The Spanish government plans to change immigration law to boost the labor market. A la carte regularization according to the needs in certain professional sectors. Nearly 109,000 jobs are to be filled in Spain and hundreds of thousands of immigrants hope to obtain proper papers.
Faced with a lack of manpower, the Spanish authorities want to reconnect with à la carte immigration. In 2008, the socialist José Luis Zapatero carried out a massive regularization. This time, Pedro Sanchez takes up the idea, but more selectively, reports our correspondent in Madrid, Francois Musseau.
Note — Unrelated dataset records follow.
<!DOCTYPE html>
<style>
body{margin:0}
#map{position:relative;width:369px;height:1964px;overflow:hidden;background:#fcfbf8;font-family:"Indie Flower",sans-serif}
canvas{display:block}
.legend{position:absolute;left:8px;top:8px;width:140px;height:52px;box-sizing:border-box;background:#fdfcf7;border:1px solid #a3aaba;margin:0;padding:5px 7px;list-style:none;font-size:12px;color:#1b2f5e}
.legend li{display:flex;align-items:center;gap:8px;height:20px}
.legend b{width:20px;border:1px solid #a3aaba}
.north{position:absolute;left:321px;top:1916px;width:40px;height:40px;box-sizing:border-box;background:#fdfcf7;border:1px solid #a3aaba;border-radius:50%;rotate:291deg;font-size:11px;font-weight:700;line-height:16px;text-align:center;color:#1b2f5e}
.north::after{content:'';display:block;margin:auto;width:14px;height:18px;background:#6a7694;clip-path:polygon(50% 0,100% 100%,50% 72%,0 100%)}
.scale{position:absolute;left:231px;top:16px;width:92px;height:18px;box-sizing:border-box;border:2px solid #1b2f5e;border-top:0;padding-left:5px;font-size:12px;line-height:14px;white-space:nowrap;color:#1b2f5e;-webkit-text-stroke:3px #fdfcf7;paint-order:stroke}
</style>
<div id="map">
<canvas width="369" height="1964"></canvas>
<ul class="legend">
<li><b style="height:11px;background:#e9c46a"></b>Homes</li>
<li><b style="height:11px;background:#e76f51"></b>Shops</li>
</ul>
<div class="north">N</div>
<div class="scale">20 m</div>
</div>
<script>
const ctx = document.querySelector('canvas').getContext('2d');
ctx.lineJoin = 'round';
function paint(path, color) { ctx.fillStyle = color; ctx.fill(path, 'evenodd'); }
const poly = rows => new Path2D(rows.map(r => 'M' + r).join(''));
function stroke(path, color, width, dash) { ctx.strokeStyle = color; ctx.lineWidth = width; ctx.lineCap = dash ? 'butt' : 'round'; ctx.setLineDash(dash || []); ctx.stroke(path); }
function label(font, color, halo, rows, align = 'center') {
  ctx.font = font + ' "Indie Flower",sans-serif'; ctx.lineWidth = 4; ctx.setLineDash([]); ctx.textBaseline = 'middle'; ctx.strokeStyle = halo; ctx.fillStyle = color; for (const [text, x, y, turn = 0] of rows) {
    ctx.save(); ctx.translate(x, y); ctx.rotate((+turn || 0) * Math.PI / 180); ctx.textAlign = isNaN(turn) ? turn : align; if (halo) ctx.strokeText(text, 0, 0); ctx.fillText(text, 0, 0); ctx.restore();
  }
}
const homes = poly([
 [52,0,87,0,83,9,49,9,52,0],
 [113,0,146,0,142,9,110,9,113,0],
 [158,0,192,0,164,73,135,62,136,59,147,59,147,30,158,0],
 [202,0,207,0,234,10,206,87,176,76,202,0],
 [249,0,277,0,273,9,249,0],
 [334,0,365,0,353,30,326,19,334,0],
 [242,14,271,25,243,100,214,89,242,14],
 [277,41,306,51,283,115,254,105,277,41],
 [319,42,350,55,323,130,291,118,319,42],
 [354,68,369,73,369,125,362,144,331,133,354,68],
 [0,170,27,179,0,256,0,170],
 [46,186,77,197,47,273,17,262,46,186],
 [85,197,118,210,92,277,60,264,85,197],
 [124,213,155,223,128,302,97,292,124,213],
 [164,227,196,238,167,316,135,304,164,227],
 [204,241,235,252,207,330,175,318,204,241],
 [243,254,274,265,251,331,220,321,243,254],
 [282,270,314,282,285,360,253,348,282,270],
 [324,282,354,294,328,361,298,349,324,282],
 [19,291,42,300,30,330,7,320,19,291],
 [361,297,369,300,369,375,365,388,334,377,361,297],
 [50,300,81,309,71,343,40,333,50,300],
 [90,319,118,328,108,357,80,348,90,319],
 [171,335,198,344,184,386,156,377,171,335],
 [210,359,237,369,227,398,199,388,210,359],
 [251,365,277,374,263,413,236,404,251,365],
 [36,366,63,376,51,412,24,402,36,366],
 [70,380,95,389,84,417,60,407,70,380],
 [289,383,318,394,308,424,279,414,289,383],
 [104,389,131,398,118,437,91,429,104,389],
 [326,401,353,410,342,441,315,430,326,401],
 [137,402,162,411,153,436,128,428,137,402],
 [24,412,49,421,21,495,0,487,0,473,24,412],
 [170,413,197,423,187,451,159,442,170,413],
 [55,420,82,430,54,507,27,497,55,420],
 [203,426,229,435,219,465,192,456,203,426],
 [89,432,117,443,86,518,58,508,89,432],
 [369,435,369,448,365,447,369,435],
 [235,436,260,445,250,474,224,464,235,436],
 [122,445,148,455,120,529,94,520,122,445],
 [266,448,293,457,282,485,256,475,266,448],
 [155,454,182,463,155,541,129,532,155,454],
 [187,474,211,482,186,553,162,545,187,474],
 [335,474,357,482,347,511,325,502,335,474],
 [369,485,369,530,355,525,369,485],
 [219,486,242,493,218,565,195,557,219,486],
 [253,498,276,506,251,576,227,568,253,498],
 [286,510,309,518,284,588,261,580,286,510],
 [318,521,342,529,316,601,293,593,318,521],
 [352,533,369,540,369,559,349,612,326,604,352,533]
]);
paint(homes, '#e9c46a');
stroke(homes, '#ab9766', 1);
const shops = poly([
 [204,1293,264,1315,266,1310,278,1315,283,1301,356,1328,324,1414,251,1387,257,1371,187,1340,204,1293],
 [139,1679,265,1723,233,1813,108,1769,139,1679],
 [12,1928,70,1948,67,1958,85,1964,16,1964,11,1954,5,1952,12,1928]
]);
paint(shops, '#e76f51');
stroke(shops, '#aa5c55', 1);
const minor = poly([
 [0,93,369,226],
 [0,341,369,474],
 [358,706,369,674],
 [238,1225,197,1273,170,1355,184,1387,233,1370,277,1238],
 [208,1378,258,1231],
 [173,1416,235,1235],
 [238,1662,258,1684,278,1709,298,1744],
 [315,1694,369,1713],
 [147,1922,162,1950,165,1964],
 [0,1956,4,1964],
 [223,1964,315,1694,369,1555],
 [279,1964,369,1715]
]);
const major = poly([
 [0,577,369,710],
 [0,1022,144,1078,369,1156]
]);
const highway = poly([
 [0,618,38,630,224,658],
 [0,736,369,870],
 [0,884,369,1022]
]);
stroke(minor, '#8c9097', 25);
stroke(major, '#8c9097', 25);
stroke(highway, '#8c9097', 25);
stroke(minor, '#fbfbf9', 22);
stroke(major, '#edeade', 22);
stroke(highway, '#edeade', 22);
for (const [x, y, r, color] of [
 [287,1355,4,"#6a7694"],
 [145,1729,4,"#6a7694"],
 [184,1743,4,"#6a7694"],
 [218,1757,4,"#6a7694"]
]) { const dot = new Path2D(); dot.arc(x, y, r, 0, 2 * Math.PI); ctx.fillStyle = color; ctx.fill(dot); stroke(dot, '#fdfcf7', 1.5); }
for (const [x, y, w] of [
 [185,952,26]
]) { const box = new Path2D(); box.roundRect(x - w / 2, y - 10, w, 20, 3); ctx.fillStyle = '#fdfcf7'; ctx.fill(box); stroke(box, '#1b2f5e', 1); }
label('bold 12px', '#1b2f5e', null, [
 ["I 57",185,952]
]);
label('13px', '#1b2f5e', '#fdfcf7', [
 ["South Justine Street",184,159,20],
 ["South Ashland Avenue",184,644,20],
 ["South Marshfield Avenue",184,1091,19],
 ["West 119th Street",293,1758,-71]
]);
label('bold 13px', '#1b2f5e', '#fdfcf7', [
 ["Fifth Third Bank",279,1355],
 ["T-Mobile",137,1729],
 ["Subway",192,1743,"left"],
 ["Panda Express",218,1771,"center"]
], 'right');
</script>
There is a severe shortage of manpower in services, agriculture, construction and hospitality, so he is seriously considering using three mechanisms to fill these gaps. The labor shortage also threatens multi-billion euro projects funded by the European Union to revive the Spanish economy, the hardest hit in the euro zone by the Covid-19 pandemic.
Regularize immigrants
First of all, the government wants to regularize the immigrants who are on the territory and who could occupy these functions. Then, he wants to appeal more to countries of origin, a bit like it is already the case with Morocco, whose nationals work in the strawberry fields in Andalusia. And finally, the third axis would be to allow foreign students with a residence permit to obtain a work permit.
The unions are the first to disagree with this initiative. According to them, with more than 13% unemployment, the priority should go above all through the improvement of wages and working conditions for nationals.